Queste rappresentazioni della Morte presso i bretoni, trascritte dalla voce viva degli ultimi narratori nelle veglie notturne, erano per Le Braz (1859-1926) la sopravvivenza di una cultura celtica che il cristianesimo aveva solo consacrato e mai distrutto.
Anatole Le Braz, alla fine dell’Ottocento, trascrisse fedelmente le leggende bretoni, raccolte dalla viva voce degli ultimi narratori viventi durante le veillées, le veglie notturne nelle isolate fattorie che andava visitando in bicicletta: «per mettere in moto il meccanismo, di solito ero io a dare l'impulso.

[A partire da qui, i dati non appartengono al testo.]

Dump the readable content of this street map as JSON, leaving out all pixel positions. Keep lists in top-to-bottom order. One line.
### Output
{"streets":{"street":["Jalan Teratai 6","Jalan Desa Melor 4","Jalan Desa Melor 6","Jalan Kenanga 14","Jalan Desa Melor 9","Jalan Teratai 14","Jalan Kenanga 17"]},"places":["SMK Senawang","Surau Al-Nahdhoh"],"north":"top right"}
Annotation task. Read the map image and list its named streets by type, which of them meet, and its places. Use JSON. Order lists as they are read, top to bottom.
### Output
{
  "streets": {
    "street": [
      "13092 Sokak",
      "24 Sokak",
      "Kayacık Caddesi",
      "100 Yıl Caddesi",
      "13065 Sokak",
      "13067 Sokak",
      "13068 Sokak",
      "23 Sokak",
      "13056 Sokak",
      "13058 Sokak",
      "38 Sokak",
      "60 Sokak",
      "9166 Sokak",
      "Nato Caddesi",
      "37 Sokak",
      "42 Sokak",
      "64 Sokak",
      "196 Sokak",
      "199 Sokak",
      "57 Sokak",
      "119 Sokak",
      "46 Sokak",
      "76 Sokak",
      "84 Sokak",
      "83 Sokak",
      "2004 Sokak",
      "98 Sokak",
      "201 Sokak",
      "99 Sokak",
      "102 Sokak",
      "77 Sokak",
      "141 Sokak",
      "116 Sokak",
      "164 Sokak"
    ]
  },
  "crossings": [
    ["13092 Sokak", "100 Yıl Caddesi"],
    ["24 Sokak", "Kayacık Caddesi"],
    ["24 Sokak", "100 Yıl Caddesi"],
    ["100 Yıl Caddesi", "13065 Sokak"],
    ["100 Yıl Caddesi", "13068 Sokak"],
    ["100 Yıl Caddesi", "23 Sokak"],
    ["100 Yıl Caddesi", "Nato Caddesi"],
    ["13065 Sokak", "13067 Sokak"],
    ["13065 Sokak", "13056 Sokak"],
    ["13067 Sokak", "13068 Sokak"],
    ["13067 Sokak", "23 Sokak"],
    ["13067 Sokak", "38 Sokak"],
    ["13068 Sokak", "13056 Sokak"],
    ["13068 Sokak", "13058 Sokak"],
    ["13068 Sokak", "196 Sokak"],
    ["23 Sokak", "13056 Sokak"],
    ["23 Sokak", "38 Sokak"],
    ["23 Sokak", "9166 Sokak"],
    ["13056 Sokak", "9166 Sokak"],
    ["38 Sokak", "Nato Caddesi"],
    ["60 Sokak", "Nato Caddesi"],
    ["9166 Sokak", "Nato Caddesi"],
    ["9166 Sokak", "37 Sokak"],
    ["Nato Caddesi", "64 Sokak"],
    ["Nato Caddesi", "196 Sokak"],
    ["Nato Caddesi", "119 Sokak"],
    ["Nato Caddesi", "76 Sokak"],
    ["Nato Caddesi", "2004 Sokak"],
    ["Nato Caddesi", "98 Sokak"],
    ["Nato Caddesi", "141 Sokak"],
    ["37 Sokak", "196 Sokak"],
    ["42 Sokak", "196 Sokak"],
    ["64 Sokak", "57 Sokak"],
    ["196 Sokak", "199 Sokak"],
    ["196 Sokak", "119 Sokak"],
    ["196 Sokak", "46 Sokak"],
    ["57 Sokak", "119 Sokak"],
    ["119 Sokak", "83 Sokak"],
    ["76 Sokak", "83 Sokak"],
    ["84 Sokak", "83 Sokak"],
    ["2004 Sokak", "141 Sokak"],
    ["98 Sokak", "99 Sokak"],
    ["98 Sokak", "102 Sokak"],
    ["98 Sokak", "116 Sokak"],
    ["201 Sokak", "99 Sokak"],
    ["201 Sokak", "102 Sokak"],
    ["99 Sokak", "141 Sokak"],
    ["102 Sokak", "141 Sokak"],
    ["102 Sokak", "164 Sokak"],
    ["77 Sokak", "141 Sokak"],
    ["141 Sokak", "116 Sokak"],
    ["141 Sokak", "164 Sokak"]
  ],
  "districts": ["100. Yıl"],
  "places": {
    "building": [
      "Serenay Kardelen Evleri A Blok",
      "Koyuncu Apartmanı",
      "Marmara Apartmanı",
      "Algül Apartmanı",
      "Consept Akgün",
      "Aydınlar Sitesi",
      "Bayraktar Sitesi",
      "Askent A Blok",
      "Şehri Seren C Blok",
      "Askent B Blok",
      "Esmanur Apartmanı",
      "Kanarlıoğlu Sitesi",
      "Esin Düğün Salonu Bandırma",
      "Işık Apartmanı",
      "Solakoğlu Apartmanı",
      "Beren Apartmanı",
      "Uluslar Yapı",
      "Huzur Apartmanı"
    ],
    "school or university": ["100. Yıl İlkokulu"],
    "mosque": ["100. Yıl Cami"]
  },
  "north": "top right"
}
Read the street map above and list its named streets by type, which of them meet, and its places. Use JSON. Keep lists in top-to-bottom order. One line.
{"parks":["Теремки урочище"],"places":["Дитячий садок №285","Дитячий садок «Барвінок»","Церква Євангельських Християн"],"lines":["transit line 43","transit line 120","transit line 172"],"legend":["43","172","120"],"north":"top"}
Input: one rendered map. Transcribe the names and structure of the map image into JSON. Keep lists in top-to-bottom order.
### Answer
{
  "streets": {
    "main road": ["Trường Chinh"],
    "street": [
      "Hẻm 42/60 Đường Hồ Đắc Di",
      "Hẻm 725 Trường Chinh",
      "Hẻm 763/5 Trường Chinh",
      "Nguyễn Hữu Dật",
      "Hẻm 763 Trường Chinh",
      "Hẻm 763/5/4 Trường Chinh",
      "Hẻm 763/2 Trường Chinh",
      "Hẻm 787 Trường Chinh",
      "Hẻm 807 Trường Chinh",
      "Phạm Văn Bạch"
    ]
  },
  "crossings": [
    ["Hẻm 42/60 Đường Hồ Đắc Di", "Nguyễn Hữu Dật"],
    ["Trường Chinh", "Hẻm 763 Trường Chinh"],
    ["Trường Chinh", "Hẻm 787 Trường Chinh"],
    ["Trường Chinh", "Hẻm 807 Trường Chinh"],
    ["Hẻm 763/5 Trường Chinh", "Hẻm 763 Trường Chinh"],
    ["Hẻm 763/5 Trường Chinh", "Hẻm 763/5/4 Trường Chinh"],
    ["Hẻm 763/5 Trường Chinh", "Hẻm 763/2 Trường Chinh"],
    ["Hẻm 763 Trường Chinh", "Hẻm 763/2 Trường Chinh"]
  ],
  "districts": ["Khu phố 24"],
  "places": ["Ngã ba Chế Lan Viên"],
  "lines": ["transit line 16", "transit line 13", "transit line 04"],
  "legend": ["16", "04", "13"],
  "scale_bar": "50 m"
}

Cominciavo con il raccontare qualche episodio raccolto in altre zone. E nel cerchio di luce della lampada vedevo subito tutte le teste chinarsi, i volti animarsi, i tratti tendersi. Continuando a parlare, assistevo all'opera di resurrezione che ciascuna delle mie frasi provocava in quelle menti ancora confuse, ma affollate da tanti ricordi. Era raro che mi lasciassero finire senza interrompermi: Nann, n’é ket ével sé! (No, non è così!), esclamava qualcuno, aman vé laret a fesson all! (qui la cosa si racconta in un altro modo!). Ci si può ben immaginare con quale sollecitudine gli passavo le parole, e da narratore mi trasformavo in scriba». Per le persone che raccontavano, le storie non avevano nulla di fantasioso, erano fatti accaduti, a testimoniare della coesistenza, con la vita, della realtà della morte, una religione in cui i bretoni si rispecchiavano e che, secondo Le Braz, conservava il cuore autentico della cultura celtica che il cristianesimo aveva potuto solamente consacrare e mai distruggere. Storie di revenant, gli spiriti che ritornano, di spettri e di segni premonitori, i cosiddetti intersignes. Le tramandano pescatori e marinai, donne scolpite nel granito, carbonai, vagabondi, contadini, curati di campagne sperdute in selvaggia solitudine: sospesi per un momento sulla porta dell'oblio che li aspetta, rammemorano la morte ma dicono in realtà di se stessi.
1 Gennaio 2003
La memoria n. 571
568 pagine
EAN 9788838918193
Anatole Le Braz (1859-1926) nacque in un villaggio bretone e in Bretagna, a parte una parentesi parigina, trascorse tutta la carriera di docente e di studioso che ne fece il massimo esperto e archeologo e conservatore della cultura e del folclore della sua terra. Oltre a questo La Légende de la Mort chez les Bretons armoricains (del 1893) che conta trascrizioni testuali di resoconti orali bretoni, ha pubblicato racconti tratti da quella stessa materia orale - tra cui Contes du soleil te de la brume, Pâque d’Islande, Vieilles Histoires du pays breton, Récits de passants - ed un romanzo ad essa ispirato liberamente: Le Gardien du Feu.